In particular, our concerns are as follows.

1. A package
The Department for Environment, Food and Rural Affairs (Defra) appears to be presenting a package of proposals, ie all or nothing. We have always accepted, indeed advocated, that some changes are needed (see below), but these can largely be achieved by amending the guidance and regulations not the law.

We are concerned that the proposed package is linked to the new Local Green Space designation in the Department for Communities and Local Government’s National Planning Policy Framework. The two designations should be considered separately. We are told that the new designation ‘will not be appropriate for most green areas or open space’ and is subject to a presumption in favour of development. Local Green Space can only be designated through the local or neighbourhood plan, which is not mandatory and for which there is no funding, so many places do not have them.

Furthermore, since it is proposed that land designated as Local Green Space cannot be registered as a green, the new designation will reduce the land available for greens registration. Therefore, it is misleading to say that Local Green Space is being offered as part of the package for greens, when even if it satisfies the criteria for greens registration, it cannot be registered as such.

2. The character test
We oppose the introduction of ‘a character test to ensure that greens accord with the popularly held traditional character of such areas’. Defra proposes that land should be open and unenclosed in character and also suggests that the land should, for instance, be in the heart of the settlement, be irregular in shape and have historic characteristics. It seems that Defra wants only to preserve those chocolate-box spots in the centre of villages. Such a restriction goes against the legal basis of registration, which is that land has been used by local people, for lawful sports and pastimes, for 20 years without being stopped and without permission.

At present it is possible to register any bit of land which has the qualifying use, however scruffy. The much-loved, out-of-the-way places are just as important, and people’s use of these spaces is a splendid example of localism.

3. Relationship with planning
We also deplore the proposals to rule out making a greens registration application where a site has been designated for development in a proposed or adopted local or neighbourhood plan, or where planning permission has been given. We propose that a reasonable period is allowed, before any of these actions take place, to enable local people to gather and submit evidence of the existence of a green.

4. Charging a fee
Defra proposes that applicants for greens should be charged a fee of up to £1,000 (possibly refundable where the application is granted). We oppose this because many applicants come from areas with low incomes, whether in the inner city or the countryside. In any case, they are applying for the benefit of the public, not for personal gain.

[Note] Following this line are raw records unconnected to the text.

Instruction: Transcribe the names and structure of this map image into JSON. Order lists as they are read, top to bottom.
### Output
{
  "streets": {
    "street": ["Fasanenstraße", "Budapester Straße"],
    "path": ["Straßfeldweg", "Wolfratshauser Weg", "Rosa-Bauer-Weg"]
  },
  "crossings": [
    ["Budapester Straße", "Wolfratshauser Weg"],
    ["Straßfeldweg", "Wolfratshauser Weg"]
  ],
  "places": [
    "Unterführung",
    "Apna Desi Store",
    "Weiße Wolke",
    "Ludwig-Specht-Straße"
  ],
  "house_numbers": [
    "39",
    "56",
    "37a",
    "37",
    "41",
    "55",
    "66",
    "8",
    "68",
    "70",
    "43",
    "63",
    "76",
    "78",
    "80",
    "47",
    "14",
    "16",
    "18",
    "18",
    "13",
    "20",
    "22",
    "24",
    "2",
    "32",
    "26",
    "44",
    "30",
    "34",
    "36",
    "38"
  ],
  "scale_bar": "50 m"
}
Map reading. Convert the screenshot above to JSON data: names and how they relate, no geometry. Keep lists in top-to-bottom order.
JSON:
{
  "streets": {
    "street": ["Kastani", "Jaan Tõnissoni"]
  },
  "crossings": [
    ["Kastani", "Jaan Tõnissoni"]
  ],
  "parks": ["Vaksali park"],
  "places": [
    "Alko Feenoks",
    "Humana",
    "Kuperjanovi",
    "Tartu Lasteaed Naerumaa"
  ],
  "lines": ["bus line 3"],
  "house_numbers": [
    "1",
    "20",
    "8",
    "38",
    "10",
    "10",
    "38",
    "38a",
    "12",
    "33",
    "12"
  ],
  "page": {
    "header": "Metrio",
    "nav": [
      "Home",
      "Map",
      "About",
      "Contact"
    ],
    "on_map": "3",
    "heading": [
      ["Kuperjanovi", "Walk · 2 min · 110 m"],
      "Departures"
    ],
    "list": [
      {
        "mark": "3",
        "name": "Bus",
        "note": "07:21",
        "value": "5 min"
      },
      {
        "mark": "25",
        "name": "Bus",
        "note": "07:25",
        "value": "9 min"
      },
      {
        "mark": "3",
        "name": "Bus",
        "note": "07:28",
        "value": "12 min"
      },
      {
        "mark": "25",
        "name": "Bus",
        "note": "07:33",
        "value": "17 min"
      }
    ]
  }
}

Open Spaces Society’s proposals
Nearly two years ago, we put proposals to the environment minister for improving and streamlining the process for registering new greens. These required changes to regulations and guidance rather than legislation.

Our proposals include:
• introducing time limits for every stage of the process,
• a basic evidential test so that registration authorities can reject applications which don’t have sufficient evidence,
• consultation between the registration authority, applicant and landowner to see if agreement can be reached at an early stage, perhaps to register a smaller area,
• avoiding the employment of costly lawyers to determine applications,
• much greater liaison between planning authorities and registration authorities so that each knows what the other is doing on a piece of land.

Unfortunately, few of these have been adopted in the consultation paper.

We urge members of the society and others to respond to Defra’s consultation before 17 October 2011.